[REQUIREMENT]:
Down to the last line, print the data that follows exactly, without its pictures.

[Start of Attachment]

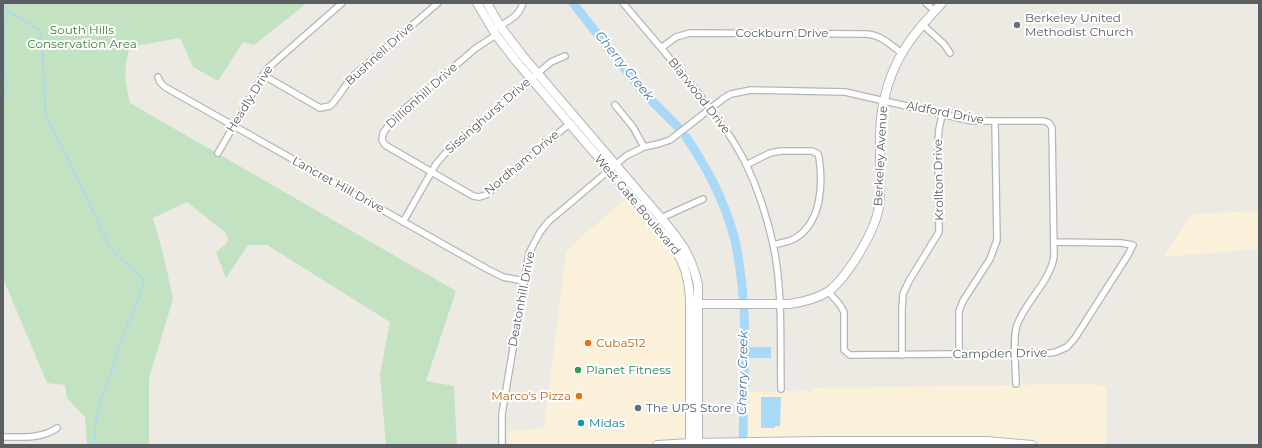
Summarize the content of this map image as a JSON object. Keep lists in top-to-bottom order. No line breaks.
{"streets":{"main road":["Berkeley Avenue","West Gate Boulevard"],"street":["Cockburn Drive","Bushnell Drive","Dillionhill Drive","Blarwood Drive","Headly Drive","Aldford Drive","Sissinghurst Drive","Nordham Drive","Krollton Drive","Lancret Hill Drive","Deatonhill Drive","Campden Drive"]},"crossings":[["Cockburn Drive","Blarwood Drive"],["Cockburn Drive","Berkeley Avenue"],["Bushnell Drive","Headly Drive"],["Dillionhill Drive","Sissinghurst Drive"],["Dillionhill Drive","Nordham Drive"],["Dillionhill Drive","West Gate Boulevard"],["Blarwood Drive","Aldford Drive"],["Blarwood Drive","Berkeley Avenue"],["Headly Drive","Lancret Hill Drive"],["Aldford Drive","Berkeley Avenue"],["Aldford Drive","Krollton Drive"],["Aldford Drive","West Gate Boulevard"],["Aldford Drive","Deatonhill Drive"],["Aldford Drive","Campden Drive"],["Sissinghurst Drive","Nordham Drive"],["Sissinghurst Drive","Lancret Hill Drive"],["Sissinghurst Drive","West Gate Boulevard"],["Berkeley Avenue","West Gate Boulevard"],["Berkeley Avenue","Campden Drive"],["Nordham Drive","West Gate Boulevard"],["Krollton Drive","Campden Drive"],["Lancret Hill Drive","Deatonhill Drive"],["West Gate Boulevard","Deatonhill Drive"]],"water":["Cherry Creek"],"parks":["South Hills Conservation Area"],"places":["Berkeley United Methodist Church","Cuba512","Planet Fitness","Marco's Pizza","The UPS Store","Midas"]}
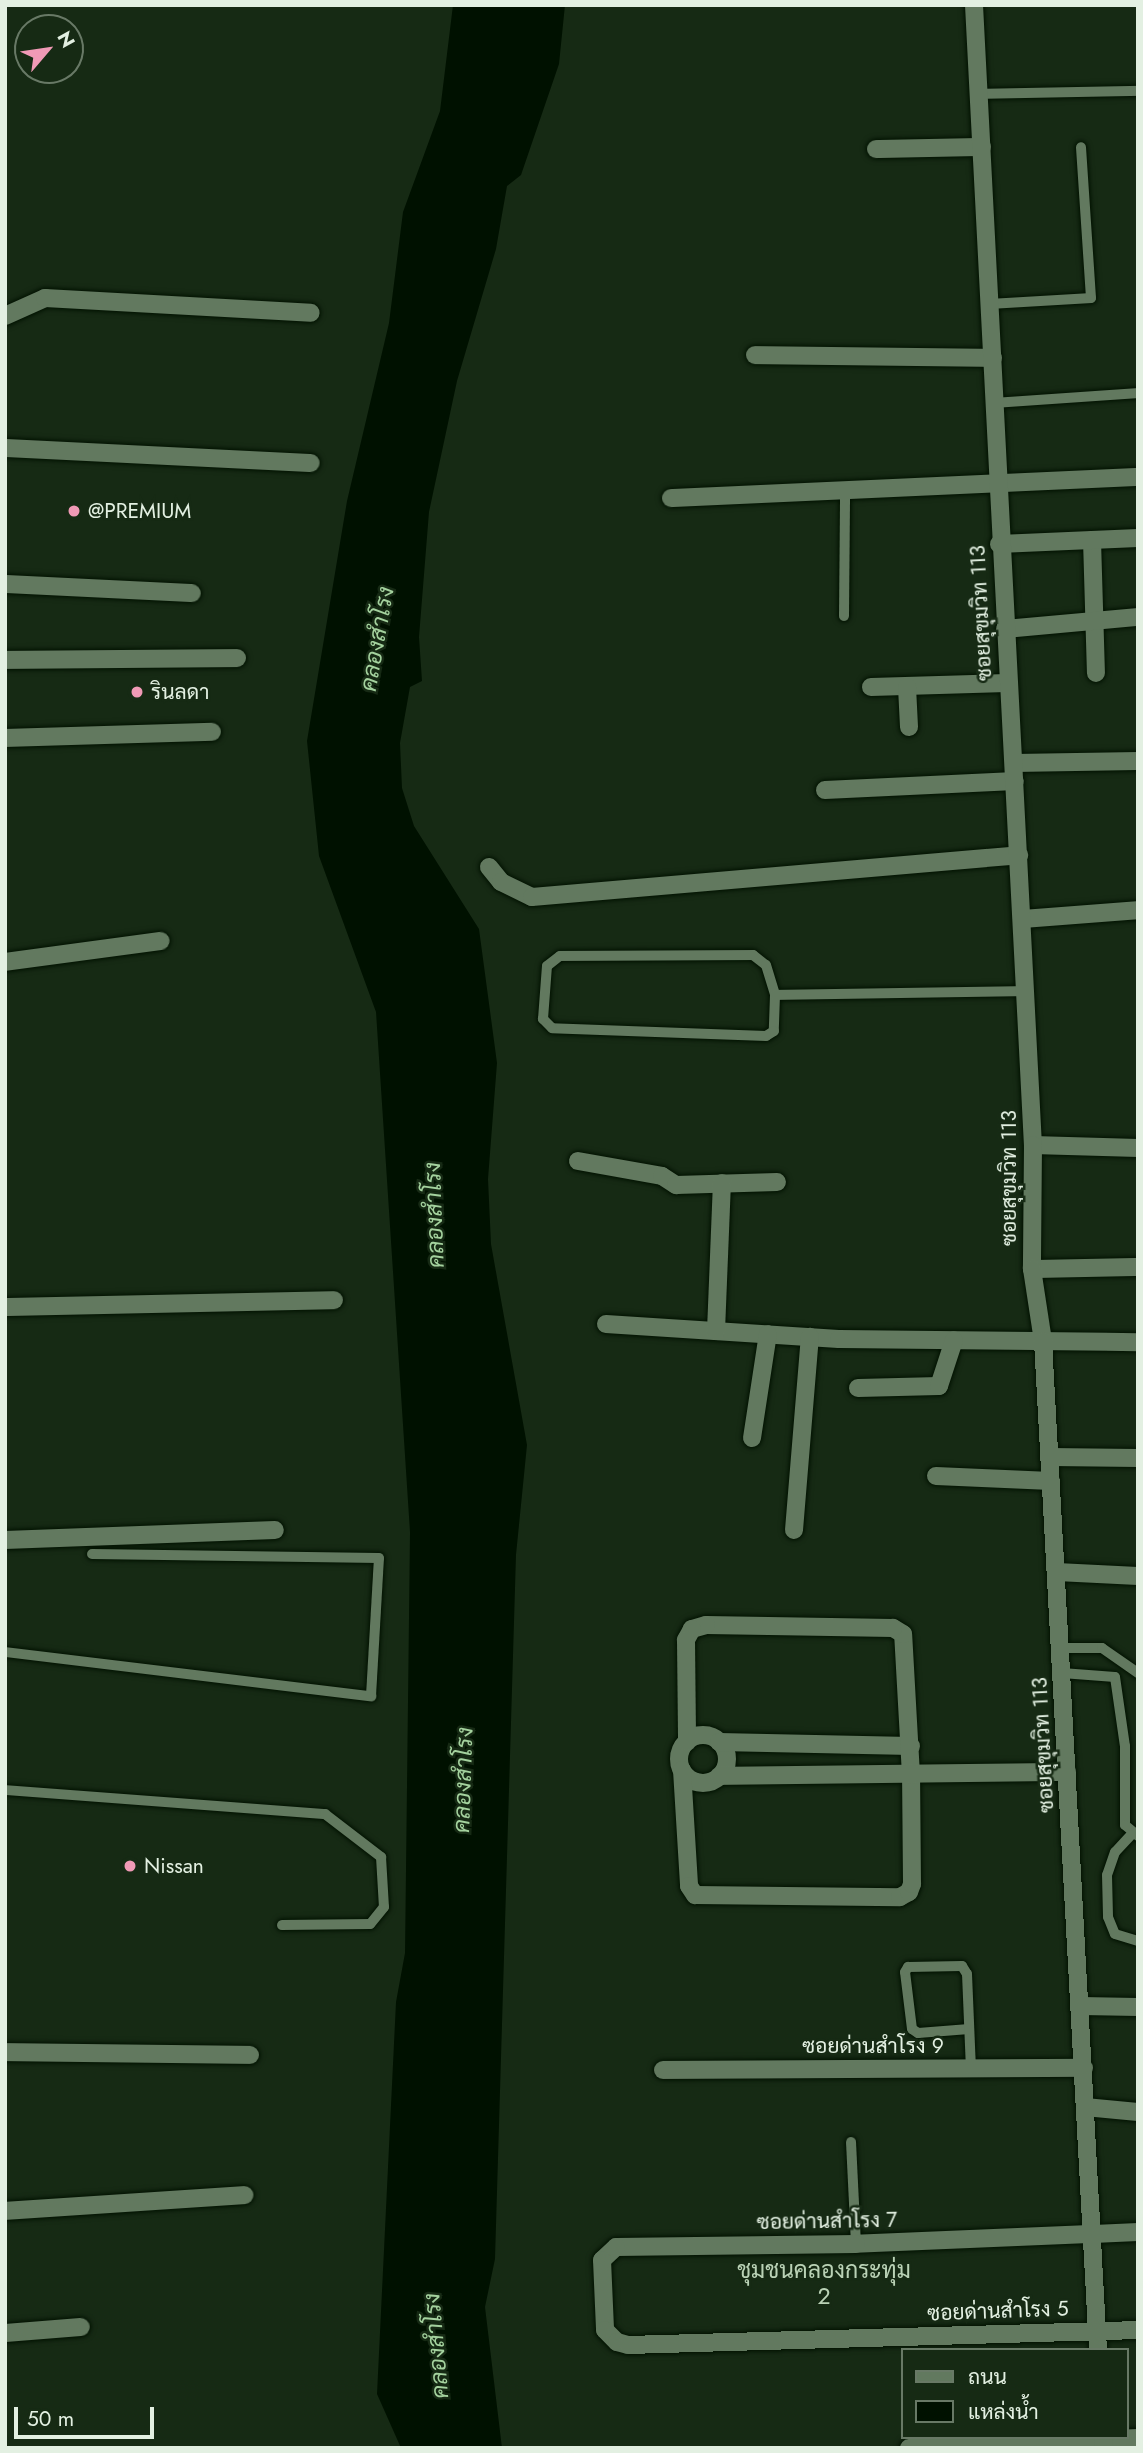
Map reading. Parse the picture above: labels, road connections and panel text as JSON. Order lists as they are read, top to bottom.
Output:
{
  "streets": {
    "street": [
      "ซอยสุขุมวิท 113",
      "ซอยด่านสำโรง 9",
      "ซอยด่านสำโรง 7",
      "ซอยด่านสำโรง 5"
    ]
  },
  "crossings": [
    ["ซอยสุขุมวิท 113", "ซอยด่านสำโรง 9"],
    ["ซอยสุขุมวิท 113", "ซอยด่านสำโรง 7"],
    ["ซอยสุขุมวิท 113", "ซอยด่านสำโรง 5"],
    ["ซอยด่านสำโรง 7", "ซอยด่านสำโรง 5"]
  ],
  "districts": ["ชุมชนคลองกระทุ่ม 2"],
  "water": ["คลองสำโรง"],
  "places": ["@PREMIUM", "รินลดา", "Nissan"],
  "legend": ["ถนน", "แหล่งน้ำ"],
  "scale_bar": "50 m",
  "north": "top right"
}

[End of Attachment]

[SOLUTION TO THIS TASK]:
Summarize the content of this map image as a JSON object. Keep lists in top-to-bottom order. No line breaks.
{"streets":{"main road":["Berkeley Avenue","West Gate Boulevard"],"street":["Cockburn Drive","Bushnell Drive","Dillionhill Drive","Blarwood Drive","Headly Drive","Aldford Drive","Sissinghurst Drive","Nordham Drive","Krollton Drive","Lancret Hill Drive","Deatonhill Drive","Campden Drive"]},"crossings":[["Cockburn Drive","Blarwood Drive"],["Cockburn Drive","Berkeley Avenue"],["Bushnell Drive","Headly Drive"],["Dillionhill Drive","Sissinghurst Drive"],["Dillionhill Drive","Nordham Drive"],["Dillionhill Drive","West Gate Boulevard"],["Blarwood Drive","Aldford Drive"],["Blarwood Drive","Berkeley Avenue"],["Headly Drive","Lancret Hill Drive"],["Aldford Drive","Berkeley Avenue"],["Aldford Drive","Krollton Drive"],["Aldford Drive","West Gate Boulevard"],["Aldford Drive","Deatonhill Drive"],["Aldford Drive","Campden Drive"],["Sissinghurst Drive","Nordham Drive"],["Sissinghurst Drive","Lancret Hill Drive"],["Sissinghurst Drive","West Gate Boulevard"],["Berkeley Avenue","West Gate Boulevard"],["Berkeley Avenue","Campden Drive"],["Nordham Drive","West Gate Boulevard"],["Krollton Drive","Campden Drive"],["Lancret Hill Drive","Deatonhill Drive"],["West Gate Boulevard","Deatonhill Drive"]],"water":["Cherry Creek"],"parks":["South Hills Conservation Area"],"places":["Berkeley United Methodist Church","Cuba512","Planet Fitness","Marco's Pizza","The UPS Store","Midas"]}
Map reading. Parse the picture above: labels, road connections and panel text as JSON. Order lists as they are read, top to bottom.
Output:
{
  "streets": {
    "street": [
      "ซอยสุขุมวิท 113",
      "ซอยด่านสำโรง 9",
      "ซอยด่านสำโรง 7",
      "ซอยด่านสำโรง 5"
    ]
  },
  "crossings": [
    ["ซอยสุขุมวิท 113", "ซอยด่านสำโรง 9"],
    ["ซอยสุขุมวิท 113", "ซอยด่านสำโรง 7"],
    ["ซอยสุขุมวิท 113", "ซอยด่านสำโรง 5"],
    ["ซอยด่านสำโรง 7", "ซอยด่านสำโรง 5"]
  ],
  "districts": ["ชุมชนคลองกระทุ่ม 2"],
  "water": ["คลองสำโรง"],
  "places": ["@PREMIUM", "รินลดา", "Nissan"],
  "legend": ["ถนน", "แหล่งน้ำ"],
  "scale_bar": "50 m",
  "north": "top right"
}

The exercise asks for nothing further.